— DATA SEGMENT —
☆ ☆ ☆

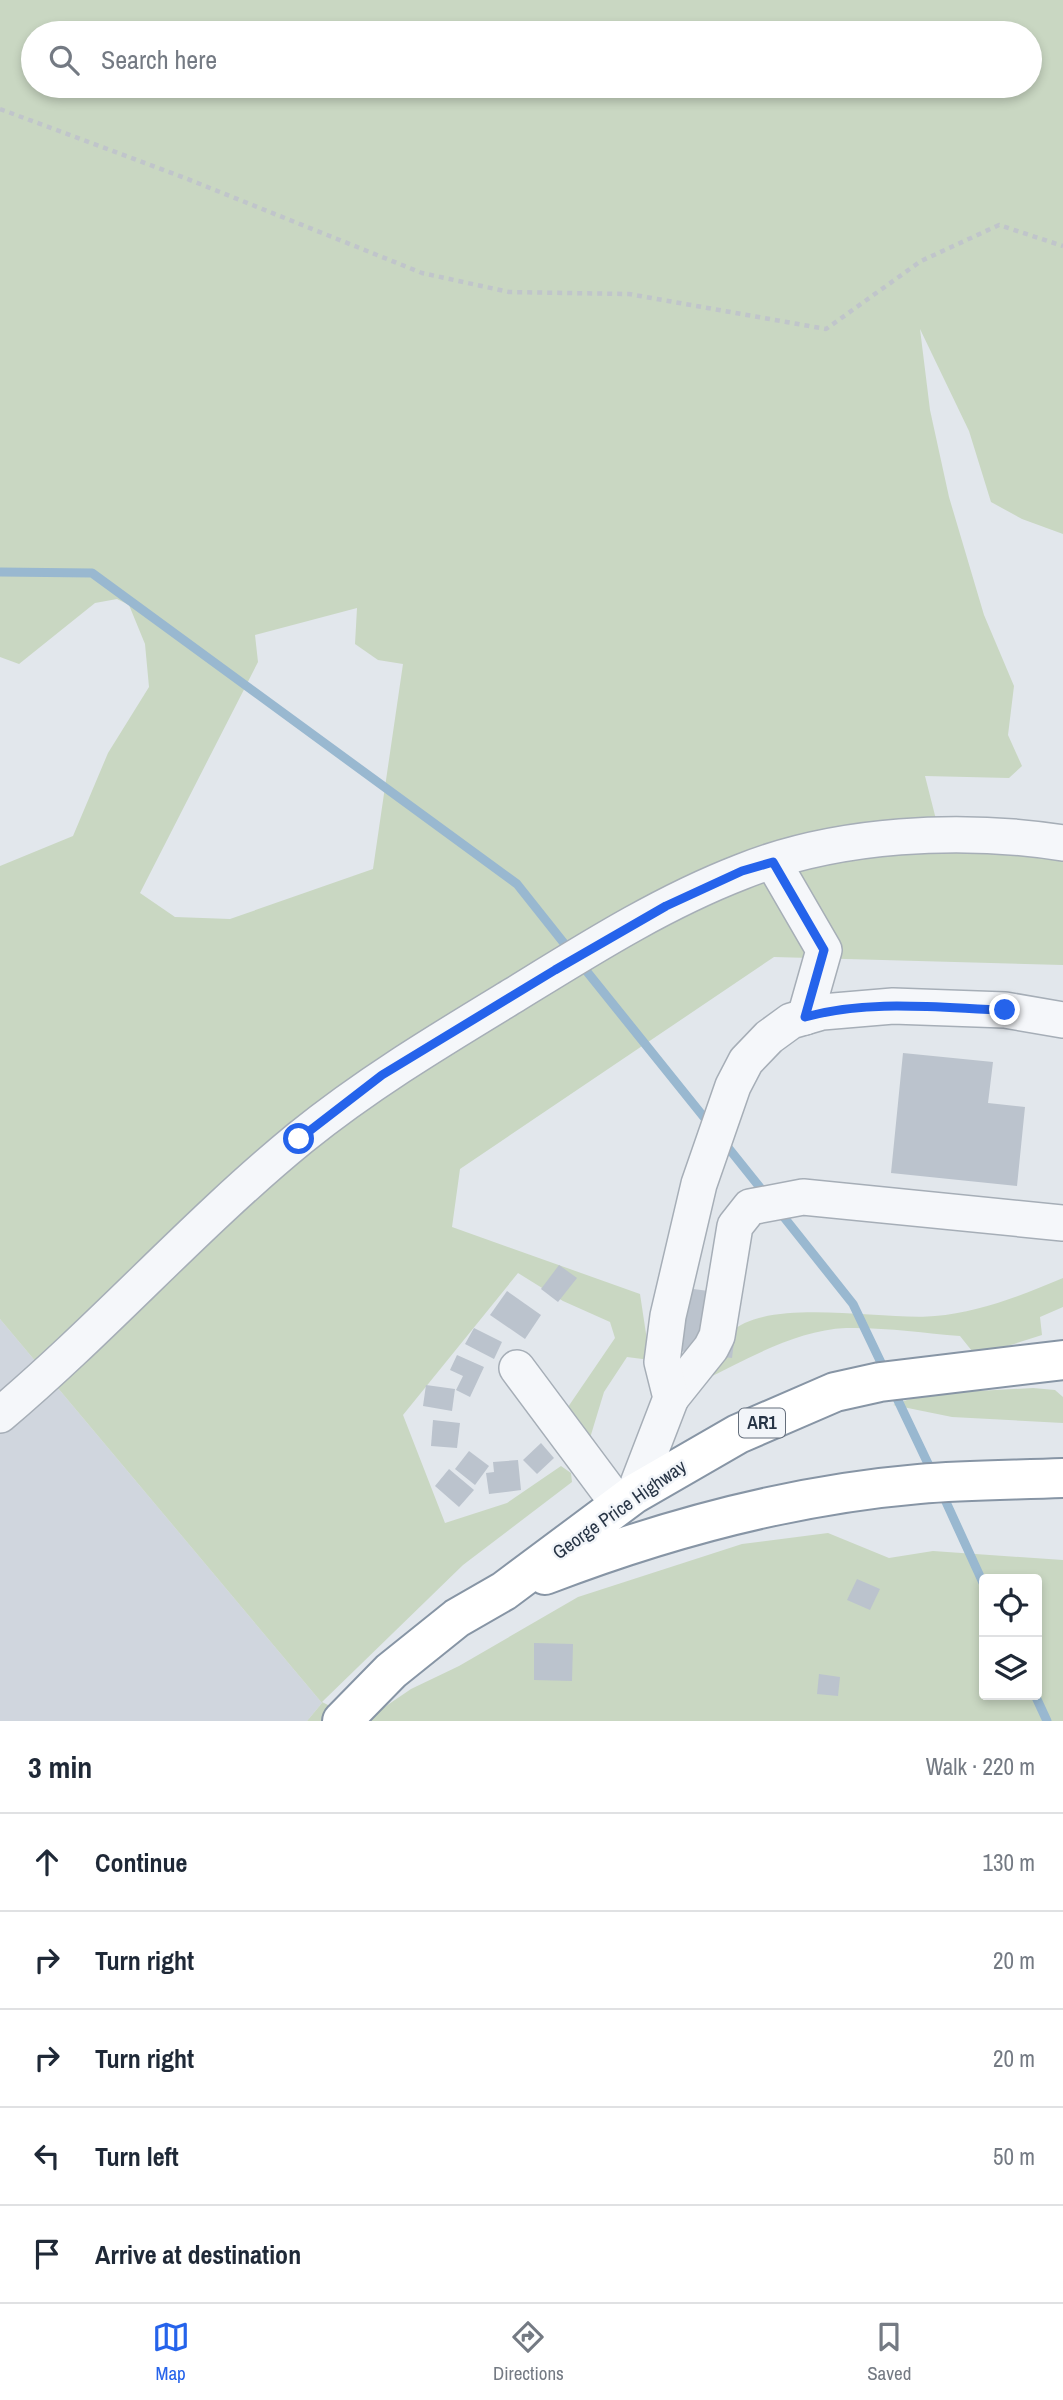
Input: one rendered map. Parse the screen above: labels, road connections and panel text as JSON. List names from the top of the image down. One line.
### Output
{"streets":{"highway":["AR1","George Price Highway"]},"page":{"search":"Search here","heading":["3 min","Walk · 220 m"],"list":[["Continue","130 m"],["Turn right","20 m"],["Turn right","20 m"],["Turn left","50 m"],"Arrive at destination"],"nav":["Map","Directions","Saved"]}}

☆ ☆ ☆

— PROMPT —
Leaving out all pictures, transcribe the listing exactly.

— SOLVED EXERCISE —
Input: one rendered map. Parse the screen above: labels, road connections and panel text as JSON. List names from the top of the image down. One line.
### Output
{"streets":{"highway":["AR1","George Price Highway"]},"page":{"search":"Search here","heading":["3 min","Walk · 220 m"],"list":[["Continue","130 m"],["Turn right","20 m"],["Turn right","20 m"],["Turn left","50 m"],"Arrive at destination"],"nav":["Map","Directions","Saved"]}}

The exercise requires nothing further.